Report every line in the listing below where the string "position" shows up.
--- RECORDS PROVIDED Enclosed Below ---
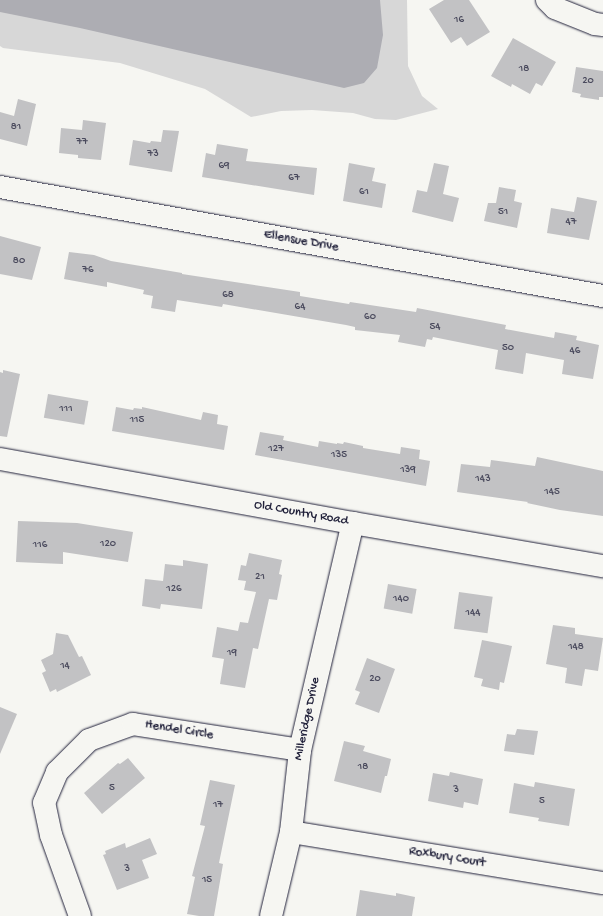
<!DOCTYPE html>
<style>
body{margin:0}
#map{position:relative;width:603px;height:916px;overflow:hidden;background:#f6f6f2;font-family:"Gochi Hand",sans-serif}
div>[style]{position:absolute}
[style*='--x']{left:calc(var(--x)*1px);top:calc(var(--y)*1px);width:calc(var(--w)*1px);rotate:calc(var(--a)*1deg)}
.green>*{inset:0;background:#d7d7d7}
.water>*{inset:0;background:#adadb3}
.building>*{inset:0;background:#c2c2c4;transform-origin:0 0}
.roads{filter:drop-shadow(0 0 1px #22223b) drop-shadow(0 0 1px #22223b)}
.minor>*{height:22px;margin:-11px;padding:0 11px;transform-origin:11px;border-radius:11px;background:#f6f6f2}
span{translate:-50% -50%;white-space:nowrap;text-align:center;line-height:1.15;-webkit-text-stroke:4px #f6f6f2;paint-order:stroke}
.number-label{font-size:11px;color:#4a4a5d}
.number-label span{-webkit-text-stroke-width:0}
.street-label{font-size:13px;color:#22223b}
</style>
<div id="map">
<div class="green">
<div style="clip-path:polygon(0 0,407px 0,408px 66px,422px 96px,438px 109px,396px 120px,375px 119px,353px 113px,312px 110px,281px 111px,251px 117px,205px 89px,120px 63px,3px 48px,0 46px)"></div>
</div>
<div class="water">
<div style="clip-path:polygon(0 0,380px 0,383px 35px,377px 68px,364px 83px,344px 88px,80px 28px,0 12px)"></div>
</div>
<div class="building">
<div style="clip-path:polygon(444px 0,469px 0,490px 32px,467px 46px,461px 37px,451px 43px,429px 9px)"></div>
<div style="clip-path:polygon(513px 38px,556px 62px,542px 86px,536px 83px,530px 94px,512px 84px,511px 87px,491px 76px)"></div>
<div style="clip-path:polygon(576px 67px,603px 71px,603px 97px,599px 97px,599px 100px,580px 97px,581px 94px,572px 92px)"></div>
<div style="clip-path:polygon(18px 99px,36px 104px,27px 146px,0 139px,0 112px,14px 116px)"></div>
<div style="clip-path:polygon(83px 120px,106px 123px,101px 160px,78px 158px,78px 155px,59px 153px,61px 128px,82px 130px)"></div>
<div style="clip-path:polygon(163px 130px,179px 131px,172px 172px,129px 165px,133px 140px,150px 143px,151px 141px,161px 142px)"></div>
<div style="clip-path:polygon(217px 144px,248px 149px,246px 161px,317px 168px,314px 195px,202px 177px,206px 153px,215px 155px)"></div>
<div style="clip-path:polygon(349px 163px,375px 168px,372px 181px,386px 184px,382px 208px,343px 201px)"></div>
<div style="clip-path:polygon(434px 163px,449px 166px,443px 194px,459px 198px,453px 222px,412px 212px,417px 190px,427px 192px)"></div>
<div style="clip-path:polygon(499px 187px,516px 190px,514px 201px,522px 203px,517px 228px,484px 221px,488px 203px,496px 203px)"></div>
<div style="clip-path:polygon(577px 197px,597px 201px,589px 240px,547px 233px,551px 208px,574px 212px)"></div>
<div style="clip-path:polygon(0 236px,41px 247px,32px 280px,0 274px)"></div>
<div style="clip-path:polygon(69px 252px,94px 255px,111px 261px,182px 273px,182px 274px,300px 292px,300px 296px,349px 304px,350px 302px,416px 312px,417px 308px,506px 325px,505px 329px,554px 338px,555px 332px,577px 336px,576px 340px,599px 345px,593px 379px,562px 374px,564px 360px,526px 353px,523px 374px,495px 369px,498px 350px,433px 337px,432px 340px,427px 339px,425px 347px,398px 342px,400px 335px,355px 330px,355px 327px,346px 325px,223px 304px,222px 307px,177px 300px,175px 312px,151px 308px,153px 296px,143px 294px,144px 290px,107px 282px,107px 287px,64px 279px)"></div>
<div style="clip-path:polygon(3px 370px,20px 374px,7px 437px,0 436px,0 372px,3px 373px)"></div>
<div style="left:48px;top:394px;width:41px;height:24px;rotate:10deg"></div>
<div style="clip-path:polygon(116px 407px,133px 410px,134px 408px,142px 409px,142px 407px,201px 420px,203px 412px,218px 415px,217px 424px,228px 426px,224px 450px,112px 431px)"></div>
<div style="clip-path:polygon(260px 432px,284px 436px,283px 440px,318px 447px,319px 441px,337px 444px,337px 443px,343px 444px,344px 442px,363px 446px,363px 448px,400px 454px,401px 447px,420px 450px,419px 459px,430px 461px,426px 486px,255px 455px)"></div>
<div style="clip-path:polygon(537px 457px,603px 471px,603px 516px,560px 510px,527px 503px,528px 502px,457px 492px,461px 464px,490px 467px,491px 460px,535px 466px)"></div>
<div style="clip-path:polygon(18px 521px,77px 523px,133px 532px,128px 562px,63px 552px,63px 564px,16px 562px)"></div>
<div style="clip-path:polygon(249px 553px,282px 560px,279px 574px,282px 575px,277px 600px,269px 599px,258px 649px,253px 648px,245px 688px,220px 684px,224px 659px,212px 657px,217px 627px,238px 631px,240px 622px,248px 623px,256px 592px,244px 590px,246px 581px,238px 580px,241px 565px,246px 566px)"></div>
<div style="clip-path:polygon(183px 560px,208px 564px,202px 609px,161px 604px,160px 609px,142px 606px,145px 579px,163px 581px,165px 564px,183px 566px)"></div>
<div style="left:388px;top:584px;width:29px;height:25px;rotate:10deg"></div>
<div style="left:459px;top:592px;width:34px;height:37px;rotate:8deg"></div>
<div style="clip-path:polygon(553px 625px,575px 628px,575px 634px,603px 638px,598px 671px,585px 669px,582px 686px,565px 683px,567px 668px,546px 664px)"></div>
<div style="clip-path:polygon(56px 633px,68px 635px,79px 657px,82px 656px,91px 675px,57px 692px,56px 689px,50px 692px,42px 673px,46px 671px,41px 660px,53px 654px)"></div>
<div style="clip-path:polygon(482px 640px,512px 646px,504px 683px,500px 682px,499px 690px,481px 686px,483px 679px,474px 677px)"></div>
<div style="clip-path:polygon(367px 658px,395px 669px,379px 713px,355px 704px,360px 692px,355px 690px)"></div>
<div style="clip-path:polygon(0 707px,17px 714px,0 754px)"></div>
<div style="clip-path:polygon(517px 729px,538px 731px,534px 755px,504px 751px,507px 734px,515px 735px)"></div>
<div style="clip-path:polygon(344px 741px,365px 746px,363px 751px,391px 759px,387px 776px,385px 776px,381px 793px,334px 781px)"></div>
<div style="clip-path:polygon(128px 758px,145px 778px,102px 814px,84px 793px,118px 763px,120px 764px)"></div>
<div style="clip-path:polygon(450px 772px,483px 779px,478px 805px,464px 802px,463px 808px,428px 801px,433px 773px,449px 776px)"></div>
<div style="clip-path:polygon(210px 780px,235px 785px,219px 863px,223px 864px,214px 916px,199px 916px,187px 914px,195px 877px,192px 876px,205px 826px,200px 825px)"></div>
<div style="clip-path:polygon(535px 782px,575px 789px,569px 826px,538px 821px,539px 818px,509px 813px,514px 783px,534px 787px)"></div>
<div style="clip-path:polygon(150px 838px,157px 854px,142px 860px,149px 878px,117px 890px,103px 855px,106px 854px,105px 851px,125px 843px,126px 848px)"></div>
<div style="clip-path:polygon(360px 890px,396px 896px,396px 893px,415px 897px,412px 916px,356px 916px)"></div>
</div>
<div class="roads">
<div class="minor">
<div style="--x:547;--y:0;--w:11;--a:45"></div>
<div style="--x:555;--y:8;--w:43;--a:21.8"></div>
<div style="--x:595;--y:24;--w:8;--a:7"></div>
<div style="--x:0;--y:187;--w:613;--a:10.25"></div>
<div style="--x:0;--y:459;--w:359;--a:10.3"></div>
<div style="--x:353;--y:523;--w:254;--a:9.8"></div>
<div style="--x:291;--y:832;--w:316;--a:9.3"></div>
<div style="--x:80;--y:916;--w:86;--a:-109.7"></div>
<div style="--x:51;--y:835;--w:33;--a:-102"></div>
<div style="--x:44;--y:803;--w:34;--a:-67"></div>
<div style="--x:57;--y:772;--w:45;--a:-45"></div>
<div style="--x:89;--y:740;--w:47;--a:-20"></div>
<div style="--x:133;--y:724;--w:169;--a:8.8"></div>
<div style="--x:271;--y:916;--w:86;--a:-76.6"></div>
<div style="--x:291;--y:832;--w:82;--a:-83.7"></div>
<div style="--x:300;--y:750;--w:233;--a:-76.9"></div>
</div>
</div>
<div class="number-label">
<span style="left:459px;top:20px">16</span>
<span style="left:524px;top:69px">18</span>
<span style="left:588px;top:81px">20</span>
<span style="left:16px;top:127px">81</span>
<span style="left:82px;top:142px">77</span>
<span style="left:153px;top:154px">73</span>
<span style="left:224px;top:166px">69</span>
<span style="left:294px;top:178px">67</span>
<span style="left:364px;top:192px">61</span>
<span style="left:503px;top:212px">51</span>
<span style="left:571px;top:222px">47</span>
<span style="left:19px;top:261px">80</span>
<span style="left:88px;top:270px">76</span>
<span style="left:228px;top:295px">68</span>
<span style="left:300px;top:307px">64</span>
<span style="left:370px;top:317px">60</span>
<span style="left:435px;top:327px">54</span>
<span style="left:508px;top:348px">50</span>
<span style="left:575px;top:351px">46</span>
<span style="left:66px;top:409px">111</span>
<span style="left:137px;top:420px">115</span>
<span style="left:276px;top:449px">127</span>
<span style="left:339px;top:455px">135</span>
<span style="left:408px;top:470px">139</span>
<span style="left:483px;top:479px">143</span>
<span style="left:552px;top:492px">145</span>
<span style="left:108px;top:544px">120</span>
<span style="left:40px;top:545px">116</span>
<span style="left:260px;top:577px">21</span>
<span style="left:174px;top:589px">126</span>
<span style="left:401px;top:599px">140</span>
<span style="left:473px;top:613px">144</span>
<span style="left:576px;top:647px">148</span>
<span style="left:232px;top:653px">19</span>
<span style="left:65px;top:666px">14</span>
<span style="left:375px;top:679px">20</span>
<span style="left:363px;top:767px">18</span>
<span style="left:112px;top:788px">5</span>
<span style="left:456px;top:790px">3</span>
<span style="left:542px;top:801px">5</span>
<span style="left:218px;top:805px">17</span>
<span style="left:127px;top:869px">3</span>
<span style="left:207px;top:880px">15</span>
</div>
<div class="street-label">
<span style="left:301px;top:242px;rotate:10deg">Ellensue Drive</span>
<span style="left:301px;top:514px;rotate:10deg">Old Country Road</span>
<span style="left:308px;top:719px;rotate:-78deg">Milleridge Drive</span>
<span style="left:179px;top:731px;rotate:9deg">Hendel Circle</span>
<span style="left:447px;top:858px;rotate:9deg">Roxbury Court</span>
</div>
</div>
--- End of Enclosed RECORDS PROVIDED ---
= THE ANSWER =
#map{position:relative;width:603px;height:916px;overflow:hidden;background:#f6f6f2;font-family:"Gochi Hand",sans-serif}
div>[style]{position:absolute}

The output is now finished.